# U.S. Medical Insurance Costs

### Look over the dataset

There are 7 columns in the dataset: 
1. age whose datatype is intergers. This is an ordinal variabel
2. sex are strings. There seems to be two categories "male" and "female"
3. bmi are floats. It is an ordinal variabel
4. children are integers. It is an ordinal variabel
5. smoker is a string. It is categorical with two values: "yes", "no"
6. region is a string. It is also a categorical variabel. It seems to take four values "northeast", "northwest", "southeast", "southwest"
7. charges is a float. This is an ordinal variabel

There does not seem to be a lot of missing values. 

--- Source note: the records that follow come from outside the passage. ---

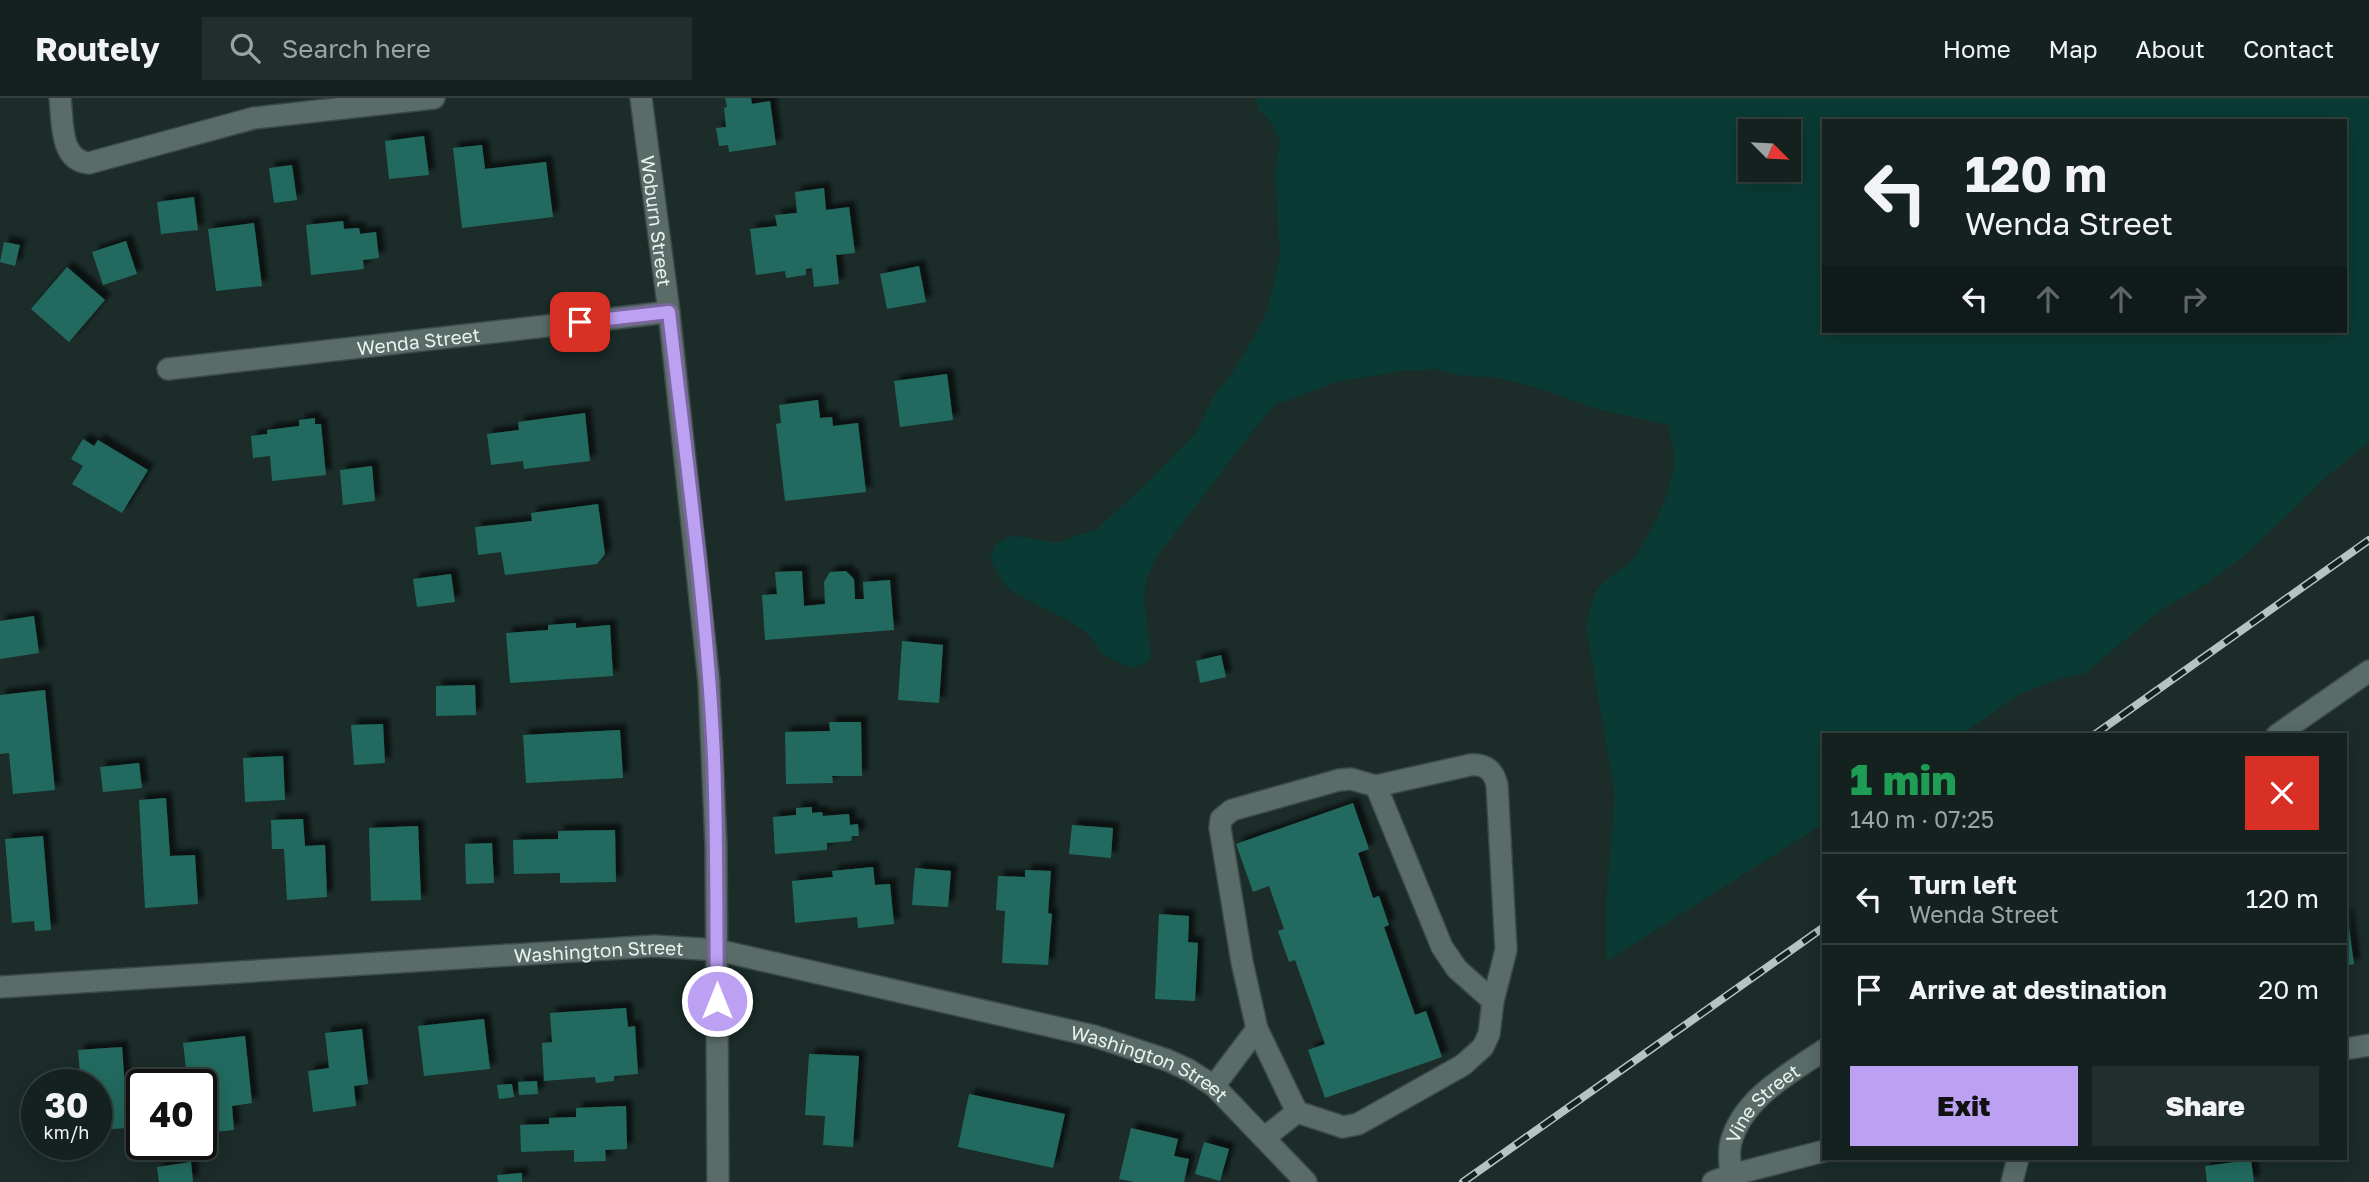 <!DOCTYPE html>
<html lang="en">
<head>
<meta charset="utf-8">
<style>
  body { margin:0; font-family:"Golos Text",sans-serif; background:#212e2c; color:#f1f3f6; height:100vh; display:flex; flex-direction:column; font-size:26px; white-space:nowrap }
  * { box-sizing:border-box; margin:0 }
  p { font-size:23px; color:#9da3a4 }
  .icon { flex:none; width:38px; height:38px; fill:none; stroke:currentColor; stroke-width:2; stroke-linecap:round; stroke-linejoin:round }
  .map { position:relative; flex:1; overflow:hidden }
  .panel { position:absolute; left:1822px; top:635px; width:525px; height:427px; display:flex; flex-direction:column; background:#14211f; border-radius:0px; box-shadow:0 4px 18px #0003,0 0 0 2px #333e3d }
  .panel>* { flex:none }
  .guide { position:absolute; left:1822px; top:21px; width:525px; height:214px; border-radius:0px; box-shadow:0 4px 18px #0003,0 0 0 2px #333e3d; background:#14211f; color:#f1f3f6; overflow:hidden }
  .needle { width:46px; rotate:114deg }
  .controls { position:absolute; left:1738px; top:21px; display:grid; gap:14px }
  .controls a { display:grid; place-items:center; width:63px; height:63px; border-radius:0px; background:#14211f; box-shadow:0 4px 18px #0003,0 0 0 2px #333e3d; font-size:35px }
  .speed { position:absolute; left:21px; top:971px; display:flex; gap:14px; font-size:35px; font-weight:700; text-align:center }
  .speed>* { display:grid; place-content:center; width:91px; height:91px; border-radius:50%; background:#14211f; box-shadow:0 4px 18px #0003,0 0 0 2px #333e3d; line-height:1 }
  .speed small { font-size:18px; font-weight:400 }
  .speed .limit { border:4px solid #111; border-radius:10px; background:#fff; color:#111 }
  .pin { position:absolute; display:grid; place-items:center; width:60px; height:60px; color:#fff; margin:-30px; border-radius:14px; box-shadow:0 4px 10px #0006 }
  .me { position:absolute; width:77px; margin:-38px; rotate:0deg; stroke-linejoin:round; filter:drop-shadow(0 0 5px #0008) }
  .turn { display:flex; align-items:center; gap:24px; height:147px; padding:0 28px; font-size:32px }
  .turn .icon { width:91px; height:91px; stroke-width:2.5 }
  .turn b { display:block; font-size:49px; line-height:60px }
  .lanes { display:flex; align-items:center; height:66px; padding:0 28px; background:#0003; justify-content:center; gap:35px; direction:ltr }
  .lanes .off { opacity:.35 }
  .round { display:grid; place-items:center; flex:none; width:74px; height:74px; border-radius:0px; background:#212e2c }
  .head { display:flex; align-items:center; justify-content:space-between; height:119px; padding:0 28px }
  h1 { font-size:42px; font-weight:800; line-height:52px; color:#1e9e55 }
  .action { display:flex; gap:14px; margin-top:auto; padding:14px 28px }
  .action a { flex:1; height:80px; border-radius:0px; background:#bca0f2; color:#111; font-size:28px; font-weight:800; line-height:80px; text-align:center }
  .action a+a { background:#212e2c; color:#f1f3f6 }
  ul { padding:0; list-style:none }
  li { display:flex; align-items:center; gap:21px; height:91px; padding:0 28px; border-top:2px solid #333e3d }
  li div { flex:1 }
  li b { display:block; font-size:26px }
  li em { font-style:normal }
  header { display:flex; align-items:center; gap:42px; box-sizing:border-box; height:98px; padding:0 35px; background:#14211f; border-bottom:2px solid #333e3d }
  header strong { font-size:33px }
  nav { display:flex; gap:38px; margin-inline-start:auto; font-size:24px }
  .search { width:490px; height:63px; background:#212e2c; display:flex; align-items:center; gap:18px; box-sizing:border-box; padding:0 24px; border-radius:0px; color:#9da3a4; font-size:26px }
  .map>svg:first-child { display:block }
  .green { fill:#093b34; fill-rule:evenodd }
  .building { fill:#246a5f; filter:url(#shadow) }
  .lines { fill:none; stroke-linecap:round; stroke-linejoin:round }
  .minor-casing { stroke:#3b4a47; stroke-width:24 }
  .minor { stroke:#596c68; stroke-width:21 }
  .rail-casing { stroke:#b6c3c0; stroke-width:8 }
  .rail { stroke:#11221f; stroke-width:5; stroke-dasharray:16; stroke-linecap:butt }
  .route-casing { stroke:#7a689d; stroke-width:18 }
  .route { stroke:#bca0f2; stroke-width:12 }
  .labels { text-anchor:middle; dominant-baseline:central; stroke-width:5; stroke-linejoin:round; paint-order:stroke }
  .street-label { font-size:19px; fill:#e8f3f0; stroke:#11221f }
</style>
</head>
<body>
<header>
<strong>Routely</strong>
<div class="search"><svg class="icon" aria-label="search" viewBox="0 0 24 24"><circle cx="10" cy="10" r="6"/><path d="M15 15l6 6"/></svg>Search here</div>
<nav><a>Home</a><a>Map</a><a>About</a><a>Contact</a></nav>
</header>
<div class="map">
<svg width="2369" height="1084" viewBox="0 0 2369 1084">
  <defs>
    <filter id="shadow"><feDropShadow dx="6" dy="-6" stdDeviation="2" flood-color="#0009"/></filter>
  </defs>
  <rect width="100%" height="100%" fill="#1b2c29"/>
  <!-- green -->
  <path class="green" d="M1256,0H2369V344L2325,380L2248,455L2209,484L2161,512L2084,576L2059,581L2020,596L1961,637H1824L1823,726L1607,863V794L1615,697L1586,527C1590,514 1593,491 1605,483C1615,475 1626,470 1634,459C1652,435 1675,389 1674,359C1674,348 1670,337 1668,327L1597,311L1535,289L1499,280L1457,277L1437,271L1402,273L1340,283L1275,307L1251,335L1156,460L1146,482L1144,500L1151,561L1134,570L1121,566L1103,556L1085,533L1063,520L1011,493L1003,484L990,461L996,446L1009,438L1025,439L1057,445L1097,431L1147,385L1196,335L1214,298L1236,269L1254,239L1268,211L1280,157L1275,76L1280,43L1270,23L1258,11ZM1824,23H2345V233H1824ZM1750,33H1788V72H1750Z"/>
  <!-- building -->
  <path class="building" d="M725,0H751L752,6L770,3L776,47L729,54L728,47L719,48L716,30L726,29L724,10L727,9Z
    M424,38L429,77L389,81L385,43Z
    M482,47L485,71L546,64L553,119L462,130L453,50Z
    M292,67L297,102L274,105L269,70Z
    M824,90L826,112L849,109L855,155L836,157L839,186L814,189L812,170L806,171V177L786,180L785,173L756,177L750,131L777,128L775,117L797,115L795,94Z
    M194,99L198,132L161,136L157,104Z
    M343,123L344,131L359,130L360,136L376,134L379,160L363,162L364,171L311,177L306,127Z
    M254,125L262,188L216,193L208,131Z
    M126,143L137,176L103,187L92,154Z
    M4,144L20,147L15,168L0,164Z
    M919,168L926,204L887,211L880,176Z
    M67,169L105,202L69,244L31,211Z
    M947,276L953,322L900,329L894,283Z
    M818,302L820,320L832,319L833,328L858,325L866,394L785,403L776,326L781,325L779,307Z
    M585,315L590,363L524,371L523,363L491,367L487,336L519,332L518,324Z
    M315,320V326H321L326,377L272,383L270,358L253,360L251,338L267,336V332L299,328V322Z
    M83,341L94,348L98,342L148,372L122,415L72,386L83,368L71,361Z
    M372,368L375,403L343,407L340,372Z
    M598,406L605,456L597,466L505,477L501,454L478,457L475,429L532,423L531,415Z
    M802,473L804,508L825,506L824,484L830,474L846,473L854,481L855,501H864L863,484L890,482L894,532L765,542L762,497L777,496L775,474Z
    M451,476L455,504L417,509L413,481Z
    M34,518L39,555L0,561V523Z
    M576,525V530L610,527L613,578L510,585L506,535L548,532V527Z
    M902,543L943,547L939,605L898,602Z
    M1221,557L1226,579L1200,585L1196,563Z
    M475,587L476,617L436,618V588Z
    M45,592L55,692L13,696L9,655L0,656V597Z
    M829,624H861L862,678H832L833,685L786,686L785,634L830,633Z
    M383,626L385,665L354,667L351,627Z
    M620,632L623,680L526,685L523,637Z
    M283,658L285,702L245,704L243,660Z
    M139,665L142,690L103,694L100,669Z
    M166,700L170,758L195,757L198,806L145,810L139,702Z
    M1353,705L1369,751L1358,755L1373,800L1379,798L1389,827L1384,829L1415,917L1426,913L1442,959L1325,1000L1308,952L1325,946L1295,862L1289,864L1278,833L1284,831L1269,788L1253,794L1236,746Z
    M812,709V715L822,714L823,718L849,716L850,727L858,726L859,738H852L851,743L827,745V752L775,756L773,719L796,717V710Z
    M303,721L305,748L325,747L327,799L287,802L284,751H272L271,722Z
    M1072,727L1113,730L1111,760L1069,756Z
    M418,728L421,802L371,803L369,730Z
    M615,732L616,784L560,785V775L514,776L513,742L558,741V733Z
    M43,738L51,832L35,833L34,823L12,825L5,741Z
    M492,745L494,785L466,786L465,746Z
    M873,769L875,787L890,786L894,826L858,830L857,819L795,825L792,783L833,779L832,773Z
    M915,770L951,773L948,809L912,807Z
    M1025,772L1051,773L1048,815L1052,816L1048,867L1002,865L1005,813L996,812L998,778L1025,779Z
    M2347,815L2354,866L2345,868V816Z
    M1159,816L1189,818L1188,844L1198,845L1195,903L1155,901Z
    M626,910L628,929L635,928L638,976L614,978V983L596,985L595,979L544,983L542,945L552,944L550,915Z
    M484,921L490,971L424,978L418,928Z
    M362,931L368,986L354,988L356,1008L313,1014L308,973L329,970L325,935Z
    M245,938L252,1005L232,1008L234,1032L214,1034L211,1010L201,1011V987H188L183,945Z
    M122,949L128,1030L96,1032V987H81L78,952Z
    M809,956L859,958L853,1049L823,1047L825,1018L805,1017Z
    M537,983L538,996L519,997L518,984Z
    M512,986L514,999L499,1001L497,987Z
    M969,996L1065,1016L1053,1070L958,1049Z
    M626,1008L627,1051L605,1052L606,1063L574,1064V1052L521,1054L520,1027L549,1026V1020L576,1019V1010Z
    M1131,1030L1178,1041L1174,1058L1189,1061L1184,1084H1134L1119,1081Z
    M1204,1044L1229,1051L1220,1083L1195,1076Z
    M2251,1062L2254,1084H2207L2205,1068Z
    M191,1064L193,1084H159L157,1069Z
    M522,1075V1084H498L497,1077Z"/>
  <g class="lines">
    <!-- minor casing -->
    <g class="minor-casing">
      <g id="minor">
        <path d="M60,0C63,22 59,63 89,65L254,20L434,0"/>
        <path id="s1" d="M641,0L669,214L709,584L716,748L718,1084"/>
        <path id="s2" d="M168,271L669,214"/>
        <path d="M2277,637L2369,573"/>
        <path d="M1376,688L1442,849L1457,871L1493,903"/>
        <path id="s3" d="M0,889L655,848L717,852L1094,938L1167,962L1189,972L1214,988L1306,1084"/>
        <path d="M1257,931L1297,1014"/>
        <path d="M2345,951L2369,947"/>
        <path d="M1214,988L1257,931L1242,864L1220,730L1221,721L1232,712L1339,682L1351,681L1376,688L1470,667C1485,665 1494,673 1497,687L1506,852L1493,903L1489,936L1483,949L1463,967L1358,1026L1343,1029L1297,1014L1264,1040"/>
        <path id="s4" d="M1731,1077C1730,1067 1728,1054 1731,1044C1743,1000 1789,976 1824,952"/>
        <path d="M1713,1084L1731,1077L1824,1053"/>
        <path d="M2012,1084L2018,1060"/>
      </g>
    </g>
    <!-- minor -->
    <use href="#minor" class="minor"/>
    <!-- rail casing -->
    <g class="rail-casing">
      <path id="rail" d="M2094,637L2369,442
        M1463,1084L1824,829"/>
    </g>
    <!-- rail -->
    <use href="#rail" class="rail"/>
  </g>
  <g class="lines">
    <!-- route casing -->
    <g class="route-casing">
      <path id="route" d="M580,224L669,214C686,362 707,510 714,659C717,740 716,822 717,903"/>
    </g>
    <!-- route -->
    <use href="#route" class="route"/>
  </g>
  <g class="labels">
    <!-- street labels -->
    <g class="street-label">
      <text stroke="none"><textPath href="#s1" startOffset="124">Woburn Street</textPath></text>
      <text stroke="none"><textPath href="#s2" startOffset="252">Wenda Street</textPath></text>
      <text stroke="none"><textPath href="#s3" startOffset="600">Washington Street</textPath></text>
      <text stroke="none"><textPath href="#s3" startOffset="1167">Washington Street</textPath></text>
      <text stroke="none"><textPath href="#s4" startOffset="84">Vine Street</textPath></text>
    </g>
  </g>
</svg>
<div class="controls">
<a><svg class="needle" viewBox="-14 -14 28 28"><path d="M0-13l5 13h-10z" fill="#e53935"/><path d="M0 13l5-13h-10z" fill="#9da3a4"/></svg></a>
</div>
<div class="speed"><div>30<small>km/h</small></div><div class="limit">40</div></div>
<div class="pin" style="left:580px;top:224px;background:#d93025"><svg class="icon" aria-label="arrive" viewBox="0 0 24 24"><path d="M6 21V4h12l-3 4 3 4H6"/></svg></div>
<svg class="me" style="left:717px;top:903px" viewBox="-20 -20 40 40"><circle r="17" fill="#bca0f2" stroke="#fff" stroke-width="3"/><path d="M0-11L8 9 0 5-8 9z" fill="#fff"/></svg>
<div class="guide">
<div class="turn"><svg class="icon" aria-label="left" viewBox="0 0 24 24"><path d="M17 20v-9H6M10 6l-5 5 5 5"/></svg><div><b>120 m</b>Wenda Street</div></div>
<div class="lanes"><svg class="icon" aria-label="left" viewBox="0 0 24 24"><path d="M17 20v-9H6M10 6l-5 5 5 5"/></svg><svg class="icon off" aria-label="ahead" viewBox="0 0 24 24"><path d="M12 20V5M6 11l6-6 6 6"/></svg><svg class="icon off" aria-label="ahead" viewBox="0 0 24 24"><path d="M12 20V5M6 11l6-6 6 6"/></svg><svg class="icon off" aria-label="right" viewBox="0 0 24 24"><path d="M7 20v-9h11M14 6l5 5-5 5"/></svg></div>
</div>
<section class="panel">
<div class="head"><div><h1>1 min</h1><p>140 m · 07:25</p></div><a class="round" style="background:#d93025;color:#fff"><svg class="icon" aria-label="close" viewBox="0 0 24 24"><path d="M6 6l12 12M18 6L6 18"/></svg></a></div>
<ul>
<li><svg class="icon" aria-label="left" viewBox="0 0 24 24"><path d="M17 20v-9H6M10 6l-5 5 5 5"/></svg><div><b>Turn left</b><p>Wenda Street</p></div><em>120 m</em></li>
<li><svg class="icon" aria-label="arrive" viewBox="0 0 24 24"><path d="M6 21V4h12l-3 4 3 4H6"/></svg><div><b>Arrive at destination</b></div><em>20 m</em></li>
</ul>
<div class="action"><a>Exit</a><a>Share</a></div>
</section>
</div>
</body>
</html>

Since there is no information linking the personal features to illnesses, we can try to figure out how the personal characteristics contribute to the insurance costs

### Import Data

In [7]:
import csv

with open('insurance.csv') as insurance_csv:
    insurance_reader = csv.DictReader(insurance_csv, delimiter=',')
    insurance_records = []
    for row in insurance_reader:
        insurance_records.append(row)

print(insurance_records[0].keys())

dict_keys(['age', 'sex', 'bmi', 'children', 'smoker', 'region', 'charges'])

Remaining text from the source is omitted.